What is expected =>
Pull every line of the entries that has the word "list".

(Records to use)

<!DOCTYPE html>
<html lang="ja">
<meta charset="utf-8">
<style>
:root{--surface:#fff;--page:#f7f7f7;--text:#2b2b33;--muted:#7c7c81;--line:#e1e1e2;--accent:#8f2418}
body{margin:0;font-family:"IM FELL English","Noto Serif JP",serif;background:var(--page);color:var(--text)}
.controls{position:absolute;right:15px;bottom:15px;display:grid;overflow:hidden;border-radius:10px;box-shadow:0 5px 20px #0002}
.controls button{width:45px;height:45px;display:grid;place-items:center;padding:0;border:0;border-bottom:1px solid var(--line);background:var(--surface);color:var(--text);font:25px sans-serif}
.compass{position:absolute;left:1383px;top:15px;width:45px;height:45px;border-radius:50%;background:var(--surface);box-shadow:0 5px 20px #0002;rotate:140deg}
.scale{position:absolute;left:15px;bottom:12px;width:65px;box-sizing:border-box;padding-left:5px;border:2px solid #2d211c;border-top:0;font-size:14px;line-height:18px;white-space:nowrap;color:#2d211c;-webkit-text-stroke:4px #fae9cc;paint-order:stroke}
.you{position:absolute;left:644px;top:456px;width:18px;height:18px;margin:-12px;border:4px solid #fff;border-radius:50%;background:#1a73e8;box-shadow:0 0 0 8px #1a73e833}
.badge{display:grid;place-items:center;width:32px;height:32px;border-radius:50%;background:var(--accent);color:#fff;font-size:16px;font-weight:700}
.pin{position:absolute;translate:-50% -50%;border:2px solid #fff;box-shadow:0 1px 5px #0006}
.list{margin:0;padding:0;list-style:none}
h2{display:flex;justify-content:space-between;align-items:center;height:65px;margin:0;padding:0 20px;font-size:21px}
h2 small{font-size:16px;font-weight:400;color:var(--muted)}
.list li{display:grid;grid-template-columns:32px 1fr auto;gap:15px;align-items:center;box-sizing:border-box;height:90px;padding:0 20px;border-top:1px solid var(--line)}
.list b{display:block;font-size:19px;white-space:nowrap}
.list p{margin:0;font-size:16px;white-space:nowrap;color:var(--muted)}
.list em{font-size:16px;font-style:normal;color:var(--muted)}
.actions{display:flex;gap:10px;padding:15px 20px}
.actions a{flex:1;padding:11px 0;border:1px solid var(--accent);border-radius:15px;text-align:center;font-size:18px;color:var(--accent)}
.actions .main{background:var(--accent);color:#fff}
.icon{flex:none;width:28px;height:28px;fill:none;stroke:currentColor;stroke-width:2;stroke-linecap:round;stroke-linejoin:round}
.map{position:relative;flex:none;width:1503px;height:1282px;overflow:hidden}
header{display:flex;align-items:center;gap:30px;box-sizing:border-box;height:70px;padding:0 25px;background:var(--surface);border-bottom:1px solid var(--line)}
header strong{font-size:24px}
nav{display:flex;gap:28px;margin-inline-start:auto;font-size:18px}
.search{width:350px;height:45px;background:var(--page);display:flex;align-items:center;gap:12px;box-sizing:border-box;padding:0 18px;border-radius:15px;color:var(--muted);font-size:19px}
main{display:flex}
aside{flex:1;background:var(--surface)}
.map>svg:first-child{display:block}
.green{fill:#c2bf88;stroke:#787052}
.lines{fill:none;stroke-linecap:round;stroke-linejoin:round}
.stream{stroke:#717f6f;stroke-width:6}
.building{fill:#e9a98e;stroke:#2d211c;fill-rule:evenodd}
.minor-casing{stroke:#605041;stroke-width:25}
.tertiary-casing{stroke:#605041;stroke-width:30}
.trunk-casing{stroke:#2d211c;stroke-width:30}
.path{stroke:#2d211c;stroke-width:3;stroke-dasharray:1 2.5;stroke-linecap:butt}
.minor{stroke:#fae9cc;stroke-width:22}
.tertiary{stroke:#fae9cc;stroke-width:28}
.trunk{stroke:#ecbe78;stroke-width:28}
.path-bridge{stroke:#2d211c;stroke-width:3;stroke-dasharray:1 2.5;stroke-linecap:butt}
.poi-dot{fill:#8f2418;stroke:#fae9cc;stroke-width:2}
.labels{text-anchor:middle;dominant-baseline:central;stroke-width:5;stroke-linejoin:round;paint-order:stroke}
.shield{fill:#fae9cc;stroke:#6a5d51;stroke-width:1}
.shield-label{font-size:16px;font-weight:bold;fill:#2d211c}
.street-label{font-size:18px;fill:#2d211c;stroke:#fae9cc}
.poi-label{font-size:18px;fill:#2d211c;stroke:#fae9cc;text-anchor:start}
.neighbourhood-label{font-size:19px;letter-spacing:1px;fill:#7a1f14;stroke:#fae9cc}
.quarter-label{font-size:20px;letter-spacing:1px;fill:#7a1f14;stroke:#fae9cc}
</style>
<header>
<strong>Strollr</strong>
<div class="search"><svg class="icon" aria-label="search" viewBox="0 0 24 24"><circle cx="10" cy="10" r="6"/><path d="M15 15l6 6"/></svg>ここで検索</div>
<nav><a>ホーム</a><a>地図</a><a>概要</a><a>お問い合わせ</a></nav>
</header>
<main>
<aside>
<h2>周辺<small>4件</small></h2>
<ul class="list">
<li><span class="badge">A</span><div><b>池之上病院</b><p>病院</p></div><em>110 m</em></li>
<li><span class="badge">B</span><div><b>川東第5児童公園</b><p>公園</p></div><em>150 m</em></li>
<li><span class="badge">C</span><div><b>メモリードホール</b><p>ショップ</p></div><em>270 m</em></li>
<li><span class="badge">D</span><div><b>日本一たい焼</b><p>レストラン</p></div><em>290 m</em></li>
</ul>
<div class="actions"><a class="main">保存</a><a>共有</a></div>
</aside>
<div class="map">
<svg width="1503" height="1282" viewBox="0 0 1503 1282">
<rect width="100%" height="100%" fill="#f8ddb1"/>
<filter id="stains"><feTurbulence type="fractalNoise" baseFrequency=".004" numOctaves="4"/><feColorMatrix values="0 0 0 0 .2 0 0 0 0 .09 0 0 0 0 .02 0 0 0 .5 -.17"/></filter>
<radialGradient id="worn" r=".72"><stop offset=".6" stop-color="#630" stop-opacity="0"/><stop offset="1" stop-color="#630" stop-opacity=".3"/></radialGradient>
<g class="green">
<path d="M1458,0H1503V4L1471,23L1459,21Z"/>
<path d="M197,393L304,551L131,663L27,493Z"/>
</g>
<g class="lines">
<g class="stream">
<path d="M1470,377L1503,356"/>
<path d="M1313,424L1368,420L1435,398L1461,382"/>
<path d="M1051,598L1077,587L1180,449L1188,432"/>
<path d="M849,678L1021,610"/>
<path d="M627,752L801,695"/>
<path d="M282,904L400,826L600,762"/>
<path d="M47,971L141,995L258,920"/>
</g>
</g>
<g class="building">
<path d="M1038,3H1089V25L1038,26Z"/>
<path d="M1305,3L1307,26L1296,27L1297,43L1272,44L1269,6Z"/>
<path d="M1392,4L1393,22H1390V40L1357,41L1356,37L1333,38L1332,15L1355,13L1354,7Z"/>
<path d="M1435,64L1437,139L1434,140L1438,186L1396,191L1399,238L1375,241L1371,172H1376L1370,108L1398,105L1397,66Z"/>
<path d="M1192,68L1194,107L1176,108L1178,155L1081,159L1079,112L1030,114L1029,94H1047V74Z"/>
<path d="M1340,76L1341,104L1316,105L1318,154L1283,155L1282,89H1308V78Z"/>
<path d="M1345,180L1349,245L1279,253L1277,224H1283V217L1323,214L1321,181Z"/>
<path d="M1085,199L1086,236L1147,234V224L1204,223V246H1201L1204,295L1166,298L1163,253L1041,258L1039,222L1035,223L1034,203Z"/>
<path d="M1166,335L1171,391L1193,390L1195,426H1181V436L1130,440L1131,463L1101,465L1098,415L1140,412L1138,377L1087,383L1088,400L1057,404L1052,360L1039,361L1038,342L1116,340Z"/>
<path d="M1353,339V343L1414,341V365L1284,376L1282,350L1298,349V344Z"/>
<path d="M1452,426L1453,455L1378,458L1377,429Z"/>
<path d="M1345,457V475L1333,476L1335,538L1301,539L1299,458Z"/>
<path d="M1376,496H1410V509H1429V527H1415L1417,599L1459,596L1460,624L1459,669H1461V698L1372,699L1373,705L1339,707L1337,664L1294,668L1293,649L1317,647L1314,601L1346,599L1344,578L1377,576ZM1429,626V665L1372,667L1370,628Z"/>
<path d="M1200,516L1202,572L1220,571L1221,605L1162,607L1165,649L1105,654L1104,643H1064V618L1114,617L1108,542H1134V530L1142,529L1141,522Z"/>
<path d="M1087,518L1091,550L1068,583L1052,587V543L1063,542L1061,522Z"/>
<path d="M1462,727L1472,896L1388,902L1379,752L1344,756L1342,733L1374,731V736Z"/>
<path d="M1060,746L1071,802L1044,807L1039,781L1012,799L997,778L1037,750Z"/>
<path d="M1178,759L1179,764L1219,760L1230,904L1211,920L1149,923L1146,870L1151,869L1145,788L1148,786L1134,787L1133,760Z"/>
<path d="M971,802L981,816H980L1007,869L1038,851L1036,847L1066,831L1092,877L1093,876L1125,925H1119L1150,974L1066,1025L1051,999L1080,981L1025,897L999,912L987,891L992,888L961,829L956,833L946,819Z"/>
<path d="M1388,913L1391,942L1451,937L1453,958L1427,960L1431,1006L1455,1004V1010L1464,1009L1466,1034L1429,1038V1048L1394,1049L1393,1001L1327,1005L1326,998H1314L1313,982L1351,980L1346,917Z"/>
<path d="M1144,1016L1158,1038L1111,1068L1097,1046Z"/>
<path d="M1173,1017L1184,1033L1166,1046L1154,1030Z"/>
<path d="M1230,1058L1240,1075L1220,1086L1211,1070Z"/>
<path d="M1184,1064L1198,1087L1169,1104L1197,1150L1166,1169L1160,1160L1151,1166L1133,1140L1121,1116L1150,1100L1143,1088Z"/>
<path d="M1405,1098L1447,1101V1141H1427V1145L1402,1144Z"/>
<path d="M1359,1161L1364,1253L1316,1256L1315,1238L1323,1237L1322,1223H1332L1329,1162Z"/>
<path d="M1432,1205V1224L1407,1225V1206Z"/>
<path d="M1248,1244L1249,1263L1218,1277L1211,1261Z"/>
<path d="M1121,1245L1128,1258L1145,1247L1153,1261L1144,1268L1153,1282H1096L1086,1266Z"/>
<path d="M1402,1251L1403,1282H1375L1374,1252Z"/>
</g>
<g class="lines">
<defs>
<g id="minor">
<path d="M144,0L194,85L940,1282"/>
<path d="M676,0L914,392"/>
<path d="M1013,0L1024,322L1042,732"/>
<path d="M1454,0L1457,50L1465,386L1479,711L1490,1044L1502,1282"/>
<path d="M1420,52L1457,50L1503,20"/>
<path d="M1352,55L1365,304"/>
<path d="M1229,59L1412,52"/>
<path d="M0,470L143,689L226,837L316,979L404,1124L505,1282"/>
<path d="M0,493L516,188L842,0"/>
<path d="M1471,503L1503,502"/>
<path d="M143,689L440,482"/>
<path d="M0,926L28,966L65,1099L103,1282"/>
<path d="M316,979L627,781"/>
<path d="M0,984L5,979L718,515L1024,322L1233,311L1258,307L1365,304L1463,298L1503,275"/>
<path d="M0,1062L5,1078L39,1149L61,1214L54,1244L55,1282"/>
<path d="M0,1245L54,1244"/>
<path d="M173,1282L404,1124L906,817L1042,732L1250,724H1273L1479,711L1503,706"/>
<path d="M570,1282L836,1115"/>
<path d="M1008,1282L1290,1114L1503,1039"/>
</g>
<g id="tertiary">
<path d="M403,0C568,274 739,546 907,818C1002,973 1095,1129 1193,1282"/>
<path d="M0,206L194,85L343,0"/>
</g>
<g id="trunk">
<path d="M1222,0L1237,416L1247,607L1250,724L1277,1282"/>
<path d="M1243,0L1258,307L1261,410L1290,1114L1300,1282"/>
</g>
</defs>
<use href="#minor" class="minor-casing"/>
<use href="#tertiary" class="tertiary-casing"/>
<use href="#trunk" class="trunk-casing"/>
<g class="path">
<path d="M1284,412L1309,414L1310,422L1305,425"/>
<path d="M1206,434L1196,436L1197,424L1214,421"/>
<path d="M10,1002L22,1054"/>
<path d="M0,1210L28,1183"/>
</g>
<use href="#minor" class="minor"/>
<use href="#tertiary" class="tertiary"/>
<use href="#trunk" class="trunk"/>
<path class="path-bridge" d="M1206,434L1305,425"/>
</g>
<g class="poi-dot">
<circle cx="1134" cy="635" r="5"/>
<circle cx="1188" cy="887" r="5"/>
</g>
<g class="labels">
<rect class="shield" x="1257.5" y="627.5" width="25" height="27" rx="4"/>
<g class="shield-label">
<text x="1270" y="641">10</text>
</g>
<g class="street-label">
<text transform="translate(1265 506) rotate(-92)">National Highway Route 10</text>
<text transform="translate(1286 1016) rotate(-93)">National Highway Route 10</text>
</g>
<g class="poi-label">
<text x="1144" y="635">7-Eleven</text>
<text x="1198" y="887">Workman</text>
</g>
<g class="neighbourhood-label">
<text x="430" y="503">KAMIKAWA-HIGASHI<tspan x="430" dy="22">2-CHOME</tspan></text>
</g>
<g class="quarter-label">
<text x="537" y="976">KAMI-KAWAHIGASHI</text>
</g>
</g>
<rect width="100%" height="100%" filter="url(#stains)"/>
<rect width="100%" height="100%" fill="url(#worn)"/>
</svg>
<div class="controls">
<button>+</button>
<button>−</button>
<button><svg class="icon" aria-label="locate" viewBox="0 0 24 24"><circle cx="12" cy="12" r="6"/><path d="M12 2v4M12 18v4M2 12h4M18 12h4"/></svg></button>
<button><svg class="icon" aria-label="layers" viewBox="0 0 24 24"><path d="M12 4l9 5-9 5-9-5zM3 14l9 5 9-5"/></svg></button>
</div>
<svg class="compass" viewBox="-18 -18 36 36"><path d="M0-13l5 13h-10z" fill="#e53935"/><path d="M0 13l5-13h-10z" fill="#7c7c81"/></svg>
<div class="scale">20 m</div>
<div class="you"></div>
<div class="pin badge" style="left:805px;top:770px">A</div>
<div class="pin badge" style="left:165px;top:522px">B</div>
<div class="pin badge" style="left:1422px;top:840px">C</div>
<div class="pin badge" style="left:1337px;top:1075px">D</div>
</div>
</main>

(End Records to use)
(Records to use)

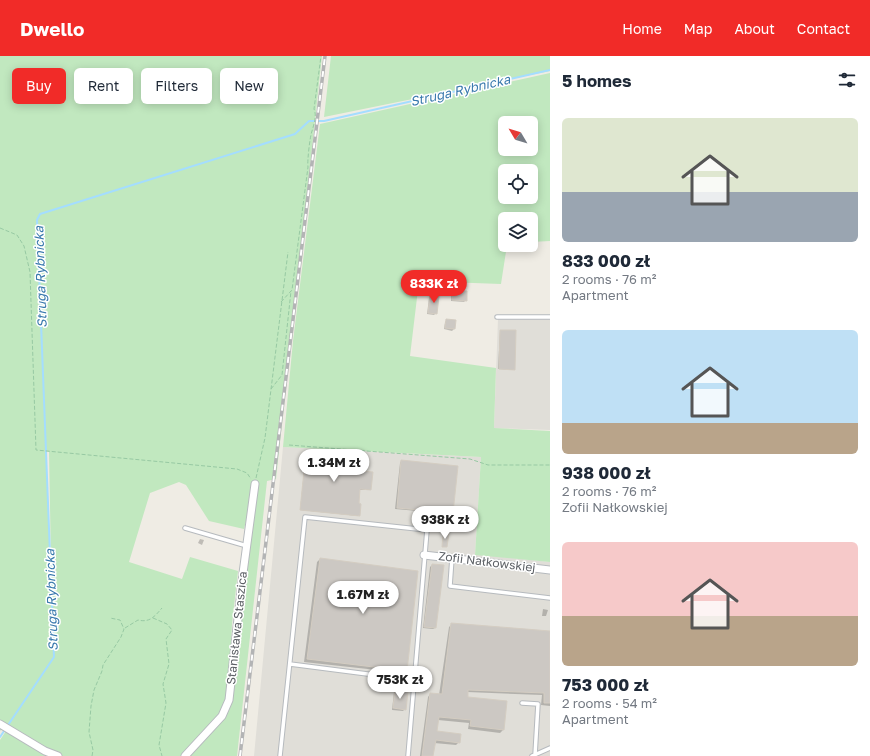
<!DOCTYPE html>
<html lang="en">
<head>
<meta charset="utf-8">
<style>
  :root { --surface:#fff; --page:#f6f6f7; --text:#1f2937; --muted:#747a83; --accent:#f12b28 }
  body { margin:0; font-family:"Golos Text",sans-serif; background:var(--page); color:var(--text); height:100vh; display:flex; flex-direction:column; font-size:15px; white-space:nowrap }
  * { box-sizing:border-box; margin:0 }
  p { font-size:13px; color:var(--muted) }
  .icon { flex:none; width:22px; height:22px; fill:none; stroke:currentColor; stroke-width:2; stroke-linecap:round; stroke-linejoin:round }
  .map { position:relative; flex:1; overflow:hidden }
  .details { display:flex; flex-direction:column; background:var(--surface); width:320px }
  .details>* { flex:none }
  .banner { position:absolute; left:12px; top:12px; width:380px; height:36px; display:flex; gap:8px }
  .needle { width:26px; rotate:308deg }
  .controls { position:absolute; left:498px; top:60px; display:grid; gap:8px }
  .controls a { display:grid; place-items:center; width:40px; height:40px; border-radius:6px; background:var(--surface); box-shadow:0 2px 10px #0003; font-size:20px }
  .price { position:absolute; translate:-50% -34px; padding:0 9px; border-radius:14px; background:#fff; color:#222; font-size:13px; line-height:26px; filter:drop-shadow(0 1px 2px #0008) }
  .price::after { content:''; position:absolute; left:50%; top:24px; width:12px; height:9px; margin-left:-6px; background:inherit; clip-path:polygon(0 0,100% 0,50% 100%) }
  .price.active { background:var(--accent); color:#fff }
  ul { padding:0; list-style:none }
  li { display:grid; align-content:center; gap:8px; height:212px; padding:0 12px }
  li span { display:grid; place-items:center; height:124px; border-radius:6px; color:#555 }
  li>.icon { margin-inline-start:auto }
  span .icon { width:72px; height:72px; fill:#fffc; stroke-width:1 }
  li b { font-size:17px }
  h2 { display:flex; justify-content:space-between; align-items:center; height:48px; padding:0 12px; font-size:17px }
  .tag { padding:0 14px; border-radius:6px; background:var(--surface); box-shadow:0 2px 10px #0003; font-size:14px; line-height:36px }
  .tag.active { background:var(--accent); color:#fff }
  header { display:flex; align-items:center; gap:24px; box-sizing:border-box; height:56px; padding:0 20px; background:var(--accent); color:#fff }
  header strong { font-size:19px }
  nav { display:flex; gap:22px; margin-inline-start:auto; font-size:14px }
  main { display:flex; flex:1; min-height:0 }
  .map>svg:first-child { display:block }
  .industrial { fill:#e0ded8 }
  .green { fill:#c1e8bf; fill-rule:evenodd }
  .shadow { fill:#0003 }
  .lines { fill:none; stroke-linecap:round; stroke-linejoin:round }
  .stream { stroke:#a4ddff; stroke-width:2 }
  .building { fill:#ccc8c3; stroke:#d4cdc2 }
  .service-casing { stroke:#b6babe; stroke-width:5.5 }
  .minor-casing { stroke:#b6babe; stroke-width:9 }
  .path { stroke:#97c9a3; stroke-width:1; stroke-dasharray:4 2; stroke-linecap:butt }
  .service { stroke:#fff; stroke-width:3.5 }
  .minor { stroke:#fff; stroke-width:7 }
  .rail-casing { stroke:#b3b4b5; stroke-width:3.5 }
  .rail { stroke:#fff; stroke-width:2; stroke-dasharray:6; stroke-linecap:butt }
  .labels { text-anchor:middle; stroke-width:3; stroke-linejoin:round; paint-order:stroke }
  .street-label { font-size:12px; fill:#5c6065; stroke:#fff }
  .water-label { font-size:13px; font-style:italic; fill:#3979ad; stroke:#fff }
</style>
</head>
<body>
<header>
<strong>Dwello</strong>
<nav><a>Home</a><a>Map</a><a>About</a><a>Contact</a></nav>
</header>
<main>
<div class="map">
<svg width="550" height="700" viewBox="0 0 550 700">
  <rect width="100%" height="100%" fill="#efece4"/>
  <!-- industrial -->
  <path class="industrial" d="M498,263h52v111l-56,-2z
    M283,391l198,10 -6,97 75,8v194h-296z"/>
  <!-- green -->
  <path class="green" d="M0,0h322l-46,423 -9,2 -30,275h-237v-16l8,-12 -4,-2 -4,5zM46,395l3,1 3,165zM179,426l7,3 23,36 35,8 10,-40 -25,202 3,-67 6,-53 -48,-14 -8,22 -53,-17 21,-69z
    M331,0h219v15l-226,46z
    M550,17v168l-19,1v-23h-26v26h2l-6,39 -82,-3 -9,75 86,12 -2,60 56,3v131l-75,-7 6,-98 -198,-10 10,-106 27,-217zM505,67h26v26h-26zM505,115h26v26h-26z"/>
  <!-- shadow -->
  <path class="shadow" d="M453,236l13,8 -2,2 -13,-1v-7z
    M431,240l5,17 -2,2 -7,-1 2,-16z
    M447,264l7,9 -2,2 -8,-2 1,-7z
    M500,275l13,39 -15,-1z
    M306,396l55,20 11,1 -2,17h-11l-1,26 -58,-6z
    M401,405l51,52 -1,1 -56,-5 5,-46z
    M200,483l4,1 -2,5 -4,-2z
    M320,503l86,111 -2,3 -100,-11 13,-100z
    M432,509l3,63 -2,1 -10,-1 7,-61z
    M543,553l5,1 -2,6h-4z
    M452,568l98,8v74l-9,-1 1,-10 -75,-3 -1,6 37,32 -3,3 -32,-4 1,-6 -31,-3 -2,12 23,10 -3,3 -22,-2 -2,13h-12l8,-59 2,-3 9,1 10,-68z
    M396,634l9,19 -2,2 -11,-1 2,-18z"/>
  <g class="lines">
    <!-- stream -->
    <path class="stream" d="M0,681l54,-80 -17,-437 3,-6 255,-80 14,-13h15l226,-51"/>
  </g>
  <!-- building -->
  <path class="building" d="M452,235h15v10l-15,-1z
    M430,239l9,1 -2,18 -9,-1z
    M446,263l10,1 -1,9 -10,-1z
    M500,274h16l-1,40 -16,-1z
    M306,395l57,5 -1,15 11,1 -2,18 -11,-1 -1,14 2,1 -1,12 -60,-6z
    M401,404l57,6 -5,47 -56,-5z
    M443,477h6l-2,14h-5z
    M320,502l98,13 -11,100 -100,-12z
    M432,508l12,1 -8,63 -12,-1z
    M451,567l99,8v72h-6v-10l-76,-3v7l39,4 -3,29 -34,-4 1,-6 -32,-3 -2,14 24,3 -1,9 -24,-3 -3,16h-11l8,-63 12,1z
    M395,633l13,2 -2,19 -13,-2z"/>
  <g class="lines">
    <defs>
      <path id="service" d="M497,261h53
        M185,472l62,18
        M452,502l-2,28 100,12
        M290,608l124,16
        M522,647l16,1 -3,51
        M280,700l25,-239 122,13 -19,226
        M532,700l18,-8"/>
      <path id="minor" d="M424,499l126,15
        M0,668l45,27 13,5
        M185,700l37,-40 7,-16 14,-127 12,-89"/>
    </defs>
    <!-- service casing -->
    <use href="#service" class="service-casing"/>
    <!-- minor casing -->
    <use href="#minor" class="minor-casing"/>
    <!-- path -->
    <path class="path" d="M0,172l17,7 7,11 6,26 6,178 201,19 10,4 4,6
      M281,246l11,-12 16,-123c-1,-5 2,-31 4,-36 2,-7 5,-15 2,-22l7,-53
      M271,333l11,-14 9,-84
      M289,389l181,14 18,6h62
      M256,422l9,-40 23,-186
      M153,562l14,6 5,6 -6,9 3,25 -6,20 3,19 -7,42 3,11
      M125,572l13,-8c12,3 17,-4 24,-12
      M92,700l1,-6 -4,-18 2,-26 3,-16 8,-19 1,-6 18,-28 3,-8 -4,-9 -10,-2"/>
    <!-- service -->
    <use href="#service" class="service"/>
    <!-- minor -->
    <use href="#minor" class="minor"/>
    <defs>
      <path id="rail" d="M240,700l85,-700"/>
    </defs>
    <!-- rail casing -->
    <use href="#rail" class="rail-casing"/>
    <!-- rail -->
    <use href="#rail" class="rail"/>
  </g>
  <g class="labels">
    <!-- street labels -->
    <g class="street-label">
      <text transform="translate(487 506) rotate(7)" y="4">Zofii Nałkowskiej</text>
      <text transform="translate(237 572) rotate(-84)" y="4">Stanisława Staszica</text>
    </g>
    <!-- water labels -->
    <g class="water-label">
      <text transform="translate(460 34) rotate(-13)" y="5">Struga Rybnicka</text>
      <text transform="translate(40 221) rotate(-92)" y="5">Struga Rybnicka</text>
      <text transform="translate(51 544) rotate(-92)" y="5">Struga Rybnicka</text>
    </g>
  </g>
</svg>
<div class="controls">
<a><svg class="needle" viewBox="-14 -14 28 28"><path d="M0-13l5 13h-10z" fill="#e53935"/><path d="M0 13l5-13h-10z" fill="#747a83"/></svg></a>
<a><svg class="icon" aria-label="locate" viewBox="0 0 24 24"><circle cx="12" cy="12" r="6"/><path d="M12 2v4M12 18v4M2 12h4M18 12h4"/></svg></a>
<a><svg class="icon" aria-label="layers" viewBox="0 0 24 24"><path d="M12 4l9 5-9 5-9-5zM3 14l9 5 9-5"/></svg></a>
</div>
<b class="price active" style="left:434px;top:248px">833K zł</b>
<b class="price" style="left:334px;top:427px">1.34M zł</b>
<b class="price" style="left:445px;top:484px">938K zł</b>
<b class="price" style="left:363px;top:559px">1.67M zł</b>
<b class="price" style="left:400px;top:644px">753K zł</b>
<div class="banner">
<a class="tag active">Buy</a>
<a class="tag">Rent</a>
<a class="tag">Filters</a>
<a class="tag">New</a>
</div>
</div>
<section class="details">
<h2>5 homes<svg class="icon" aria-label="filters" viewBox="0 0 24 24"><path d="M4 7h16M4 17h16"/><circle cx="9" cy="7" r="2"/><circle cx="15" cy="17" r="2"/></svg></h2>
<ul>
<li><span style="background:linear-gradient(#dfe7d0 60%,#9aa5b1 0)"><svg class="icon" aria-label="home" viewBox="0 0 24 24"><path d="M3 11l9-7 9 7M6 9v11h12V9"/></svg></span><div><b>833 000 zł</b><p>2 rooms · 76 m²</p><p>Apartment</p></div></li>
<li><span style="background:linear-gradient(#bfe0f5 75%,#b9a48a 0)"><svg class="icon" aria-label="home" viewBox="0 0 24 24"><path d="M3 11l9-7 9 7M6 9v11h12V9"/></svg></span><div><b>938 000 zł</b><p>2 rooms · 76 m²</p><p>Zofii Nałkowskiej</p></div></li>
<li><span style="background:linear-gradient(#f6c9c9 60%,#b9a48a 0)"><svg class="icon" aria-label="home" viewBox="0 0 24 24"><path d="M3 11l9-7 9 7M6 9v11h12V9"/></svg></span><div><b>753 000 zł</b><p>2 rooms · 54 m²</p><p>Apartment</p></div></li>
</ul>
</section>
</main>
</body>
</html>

(End Records to use)

Written response =>
.list{margin:0;padding:0;list-style:none}
.list li{display:grid;grid-template-columns:32px 1fr auto;gap:15px;align-items:center;box-sizing:border-box;height:90px;padding:0 20px;border-top:1px solid var(--line)}
.list b{display:block;font-size:19px;white-space:nowrap}
.list p{margin:0;font-size:16px;white-space:nowrap;color:var(--muted)}
.list em{font-size:16px;font-style:normal;color:var(--muted)}
<ul class="list">
  ul { padding:0; list-style:none }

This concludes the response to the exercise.